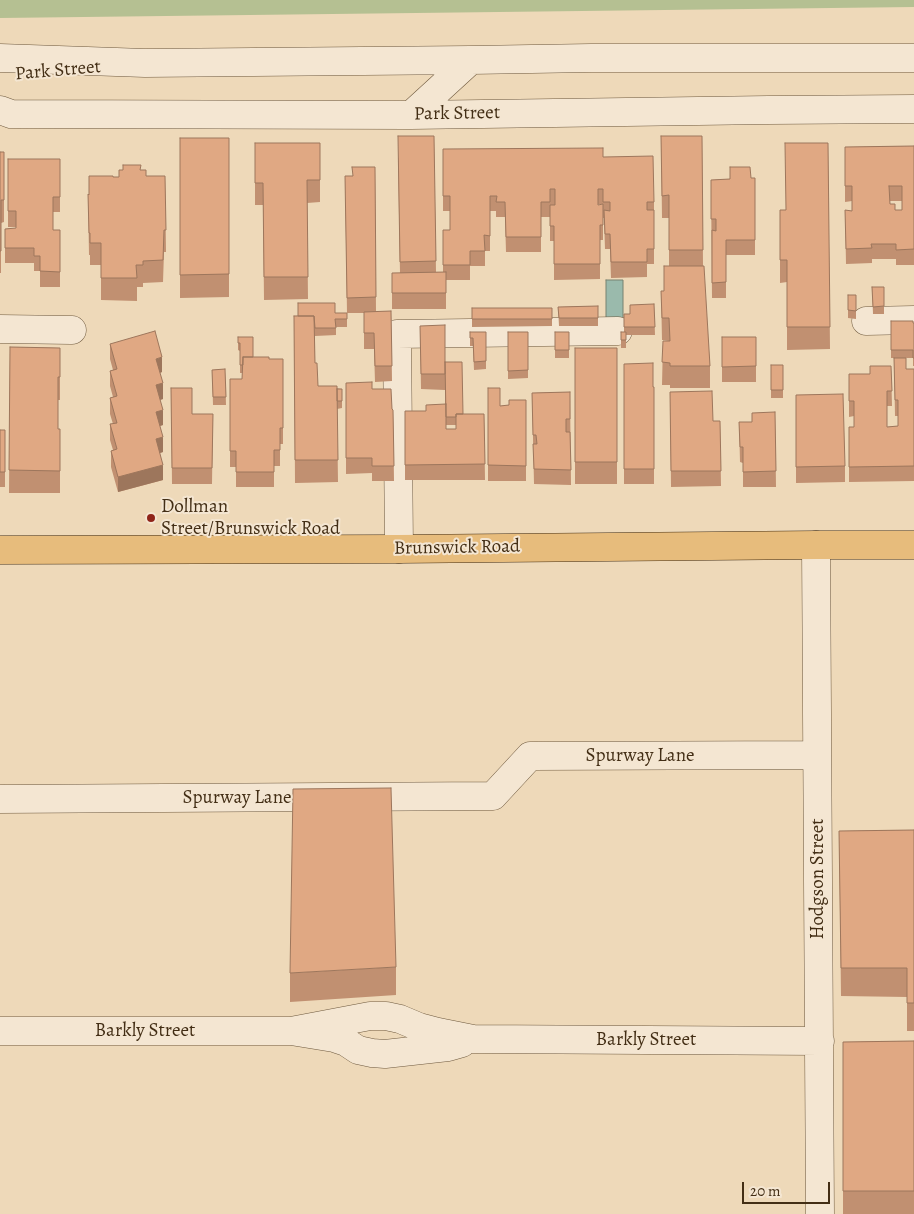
<!DOCTYPE html>
<html>
<head>
<meta charset="utf-8">
<style>
	body { margin:0 }
	#map { position:relative; width:914px; height:1214px; overflow:hidden; background:#eed9b9; font-family:Alegreya,serif }
	canvas { display:block }
	.scale { position:absolute; left:742px; top:1182px; width:88px; height:22px; box-sizing:border-box; border:2px solid #432e15; border-top:0; padding-left:6px; font-size:15px; line-height:18px; white-space:nowrap; color:#432e15; -webkit-text-stroke:4px #f4e6d2; paint-order:stroke }
</style>
</head>
<body>
<div id="map">
<canvas width="914" height="1214"></canvas>
<div class="scale">20 m</div>
</div>
<script>
const c = document.querySelector('canvas').getContext('2d');
c.lineJoin = 'round';
function fillPath(path, color) {
  c.fillStyle = color;
  c.fill(path, 'evenodd');
}
function toPath(rows) {
  const path = new Path2D();
  for (const r of rows) {
    path.moveTo(r[0], r[1]);
    for (let i = 2; i < r.length; i += 2) path.lineTo(r[i], r[i + 1]);
  }
  return path;
}
function stroke(path, color, width, dash) {
  c.strokeStyle = color;
  c.lineWidth = width;
  c.lineCap = dash ? 'butt' : 'round';
  c.setLineDash(dash || []);
  c.stroke(path);
}
function drawText(font, color, halo, rows, align = 'center') {
  c.font = font + ' Alegreya,serif';
  c.lineWidth = 4;
  c.setLineDash([]);
  c.textBaseline = 'middle';
  c.strokeStyle = halo;
  c.fillStyle = color;
  for (const [text, x, y, turn = 0] of rows) {
    c.save();
    c.translate(x, y);
    c.rotate((+turn || 0) * Math.PI / 180);
    c.textAlign = isNaN(turn) ? turn : align;
    if (halo) c.strokeText(text, 0, 0);
    c.fillText(text, 0, 0);
    c.restore();
  }
}
fillPath(toPath([
	[0,0,914,0,914,7,0,18]
]), '#b5c092');
const water = toPath([
	[606,280,623,280,623,321,606,320,606,280]
]);
fillPath(water, '#9abaac');
stroke(water, '#778270', 1);
const minor = toPath([
	[0,58,145,63,471,60,591,58,914,58],
	[0,110,11,114,411,115,769,110,914,109],
	[411,115,471,60],
	[866,321,914,320],
	[0,329,72,330],
	[816,545,820,1214],
	[399,549,397,334,618,331],
	[0,799,493,796,530,756,817,755],
	[0,1031,291,1031,334,1038,346,1042,358,1050,372,1053,385,1054,448,1047,462,1043],
	[291,1031,370,1016,386,1016,400,1019,419,1027,438,1032,473,1039,820,1041]
]);
const major = toPath([
	[0,550,399,549,816,545,914,545]
]);
stroke(minor, '#6e593e', 29);
stroke(major, '#432e15', 29);
stroke(minor, '#f4e6d2', 28);
stroke(major, '#e7bc7c', 28);
fillPath(toPath([
	[434,136,436,272,443,272,443,230,450,230,450,211,443,211,443,149,603,157,654,202,654,264,647,264,647,277,611,278,610,249,605,249,604,218,603,218,603,240,600,240,600,279,554,280,554,241,550,241,550,217,541,217,541,252,506,252,505,217,496,217,496,211,490,211,490,251,485,251,485,266,470,266,470,280,446,280,446,309,392,309,392,273,400,273,398,158],
	[598,204,603,204,603,215],
	[661,136,702,136,703,266,710,366,710,388,670,388,670,385,662,385,663,341,669,340,662,340,661,291,664,291,664,266,669,266,669,218,662,218],
	[180,138,229,138,229,297,180,298],
	[255,143,320,143,320,202,307,203,308,299,264,300,263,205,255,205],
	[828,143,830,349,787,350,787,282,780,283,780,233,786,210],
	[914,146,914,265,896,265,896,259,872,259,872,263,846,264,845,210,852,211,852,201,845,202,845,147],
	[890,201,902,201,902,210,895,210,890,204],
	[0,152,4,152,4,222,1,223,1,273,0,273],
	[8,159,60,159,60,212,53,212,53,230,60,230,60,287,40,287,40,271,34,271,34,263,5,263,5,229,16,228,16,227,8,227],
	[375,167,376,312,391,311,392,381,375,382,374,349,364,349,364,313,347,313,347,327,336,327,336,335,315,336,315,363,318,386,342,389,342,408,337,409,338,482,295,483,294,316,335,313,347,313,345,176,352,176],
	[141,170,146,176,165,176,166,252,164,252,163,282,143,283,143,287,137,287,137,301,101,300,101,265,90,265,90,255,89,255,88,194,89,195,119,177],
	[751,178,755,178,755,255,726,255,726,298,712,298,711,180],
	[872,287,884,287,884,314,873,314],
	[848,295,856,295,856,319,848,318],
	[654,304,655,335,626,335,626,348,621,348,621,332,624,332,624,314,630,314],
	[598,306,598,326,559,326,558,307],
	[472,308,552,308,552,326,472,327],
	[891,321,914,323,914,366,913,366,913,358,891,358],
	[420,326,445,362,463,414,484,414,485,480,405,480,405,411,426,411,445,404,445,390,421,389],
	[446,425,456,425,456,429,446,429],
	[470,332,486,332,486,369,474,370,473,346,470,346],
	[508,332,528,332,528,378,508,379],
	[555,332,569,332,569,358,555,358],
	[238,337,253,357,269,359,283,359,283,444,280,444,280,466,274,466,274,487,236,487,236,467,230,467,230,379,242,379,243,373,240,373,240,351,238,350],
	[722,337,756,337,756,382,722,382],
	[110,344,162,372,160,373,163,399,160,400,163,425,160,426,163,452,160,453,163,480,118,492,111,467,111,451,113,450,110,440,110,424,113,424,110,414,110,398,113,397,110,386,110,371,113,370,110,359],
	[10,347,60,348,60,400,58,400,58,429,60,429,60,493,9,493],
	[575,348,617,348,617,484,575,484],
	[894,358,906,369,914,369,914,481,849,482,849,427,854,427,854,416,849,417,849,374,870,374,891,366,892,406,887,406,887,427,898,426,898,416,895,416],
	[624,364,653,387,654,387,654,484,624,484],
	[771,365,783,365,783,398,771,398],
	[225,369,226,405,213,405,212,370],
	[346,383,372,389,393,410,394,481,372,481,372,473,346,474],
	[171,388,192,414,213,414,212,484,172,484],
	[488,388,500,406,509,405,526,400,526,481,488,481],
	[570,392,571,485,534,484,532,393],
	[670,392,713,421,720,421,721,486,671,487],
	[796,395,845,466,845,482,796,483],
	[775,412,776,487,743,487,743,463,740,462,739,422,752,422],
	[0,430,5,430,5,487,0,487],
	[914,830,914,1031,907,1031,907,997,841,996,839,831],
	[396,967,396,995,290,1002,290,973],
	[914,1041,914,1214,843,1214,843,1042]
]), '#c19071');
fillPath(toPath([
	[162,357,162,372,156,374,156,359],
	[163,383,163,399,156,401,156,385],
	[163,410,163,425,156,427,156,412],
	[163,437,163,452,156,454,156,439],
	[163,465,163,480,118,492,118,477]
]), '#9d765c');
const building = toPath([
	[398,136,434,136,436,261,400,262,398,136],
	[661,136,702,136,703,250,669,250,669,195,662,196,661,136],
	[180,138,229,138,229,274,180,275,180,138],
	[255,143,320,143,320,180,307,180,308,277,264,277,263,183,255,183,255,143],
	[785,143,828,143,830,327,787,327,787,260,780,260,780,210,786,210,785,143],
	[914,146,914,249,896,250,896,244,871,244,872,248,846,249,845,210,852,211,852,186,845,186,845,147,914,146],
	[889,186,902,186,902,210,895,210,895,204,890,204,889,186],
	[603,148,603,157,653,156,654,202,647,202,647,210,654,210,654,249,647,249,647,262,611,262,610,234,605,234,604,210,610,211,610,202,603,202,603,189,598,189,598,205,603,204,603,225,600,225,600,264,554,264,554,226,550,226,550,205,555,205,555,189,550,189,550,202,541,202,541,237,506,237,505,202,496,202,497,196,490,196,490,236,484,235,485,251,470,251,470,265,443,265,443,230,450,230,450,196,443,196,443,149,603,148],
	[0,152,4,152,4,200,1,200,1,251,0,251,0,152],
	[8,159,60,159,60,197,53,197,53,230,60,230,60,272,40,271,40,256,34,256,34,248,5,248,5,229,16,228,16,211,8,211,8,159],
	[123,165,141,165,140,170,146,170,146,176,165,176,166,230,164,230,163,260,143,261,143,265,136,265,137,278,101,278,101,243,90,243,90,233,89,233,88,194,89,195,89,176,113,176,113,177,119,177,119,170,123,170,123,165],
	[352,167,375,167,376,297,347,298,345,176,353,176,352,167],
	[730,167,750,167,751,178,755,178,755,240,726,240,726,282,712,283,712,230,716,231,716,219,711,219,711,180,730,179,730,167],
	[664,266,704,266,710,366,670,366,670,363,662,362,663,341,670,341,669,318,662,318,661,291,664,291,664,266],
	[446,272,446,293,392,293,392,273,446,272],
	[872,287,884,287,884,306,873,307,872,287],
	[848,295,856,295,856,311,848,310,848,295],
	[298,303,335,303,335,313,347,313,347,319,335,319,336,328,315,328,314,316,298,316,298,303],
	[654,304,655,327,624,327,624,314,630,314,630,305,654,304],
	[598,306,598,318,559,318,558,307,598,306],
	[472,308,552,308,552,319,472,319,472,308],
	[391,311,392,366,375,366,374,333,364,333,364,312,391,311],
	[294,316,314,316,315,363,317,363,318,386,337,386,338,460,295,460,294,316],
	[891,321,913,321,913,323,914,323,914,358,913,358,913,350,891,350,891,321],
	[445,325,445,374,421,374,420,326,445,325],
	[155,331,162,357,156,359,163,383,156,385,163,410,156,412,163,437,156,439,163,465,118,477,111,451,117,449,110,424,117,423,110,398,117,396,110,371,117,369,110,344,155,331],
	[470,332,486,332,486,361,474,362,473,338,470,338,470,332],
	[508,332,528,332,528,370,508,371,508,332],
	[555,332,569,332,569,350,555,350,555,332],
	[621,332,626,332,626,340,621,340,621,332],
	[238,337,253,337,253,357,243,357,243,365,240,365,240,343,238,343,238,337],
	[722,337,756,337,756,366,722,367,722,337],
	[10,347,60,348,60,377,58,377,58,429,60,429,60,471,9,470,10,347],
	[575,348,617,348,617,462,575,462,575,348],
	[243,357,269,357,269,359,283,359,283,428,280,428,280,450,274,450,274,472,236,472,236,451,230,451,230,379,242,379,243,357],
	[894,358,906,358,906,369,914,369,914,466,849,467,849,427,854,427,854,401,849,401,849,374,870,374,870,366,891,366,892,391,887,391,887,427,898,426,898,400,895,400,894,358],
	[445,362,462,362,463,414,456,414,456,417,446,417,445,362],
	[653,363,653,387,654,387,654,469,624,469,624,364,653,363],
	[771,365,783,365,783,390,771,390,771,365],
	[225,369,226,397,213,397,212,370,225,369],
	[372,382,372,389,391,389,392,409,393,410,394,466,372,466,372,458,346,458,346,383,372,382],
	[171,388,192,388,192,414,213,414,212,468,172,468,171,388],
	[488,388,500,388,500,406,509,405,509,400,526,400,526,466,488,465,488,388],
	[337,389,342,389,342,401,337,401,337,389],
	[712,391,713,421,720,421,721,471,671,471,670,392,712,391],
	[570,392,570,419,566,419,566,432,570,432,571,470,534,469,533,444,537,444,536,435,533,435,532,393,570,392],
	[843,394,845,466,796,467,796,395,843,394],
	[446,404,446,429,456,429,456,414,484,414,485,464,405,465,405,411,426,411,426,405,446,404],
	[775,412,776,471,743,472,743,447,740,447,739,422,752,422,752,413,775,412],
	[0,430,5,430,5,472,0,472,0,430],
	[391,788,396,967,290,973,293,789,391,788],
	[914,830,914,1003,907,1003,907,968,841,968,839,831,914,830],
	[914,1041,914,1191,843,1191,843,1042,914,1041]
]);
fillPath(building, '#e0a883');
stroke(building, '#9d765c', 1);
for (const [x, y, r, color] of [
	[151,518,5,"#8f2418"]
]) {
  const dot = new Path2D();
  dot.arc(x, y, r, 0, 2 * Math.PI);
  c.fillStyle = color;
  c.fill(dot);
  stroke(dot, '#f4e6d2', 2);
}
drawText('19px', '#432e15', '#f4e6d2', [
	["Park Street",58,71,-5],
	["Park Street",457,114,-1],
	["Brunswick Road",457,548,-1],
	["Spurway Lane",640,756],
	["Spurway Lane",237,798],
	["Hodgson Street",818,879,-90],
	["Barkly Street",145,1031],
	["Barkly Street",646,1040]
]);
drawText('19px', '#432e15', '#f4e6d2', [
	["Dollman",161,507],
	["Street/Brunswick Road",161,529]
], 'left');
</script>
</body>
</html>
:::
Task objective: Find the string "minor" in the records, then copy each line where it occurs.

Written solution:
const minor = toPath([
stroke(minor, '#6e593e', 29);
stroke(minor, '#f4e6d2', 28);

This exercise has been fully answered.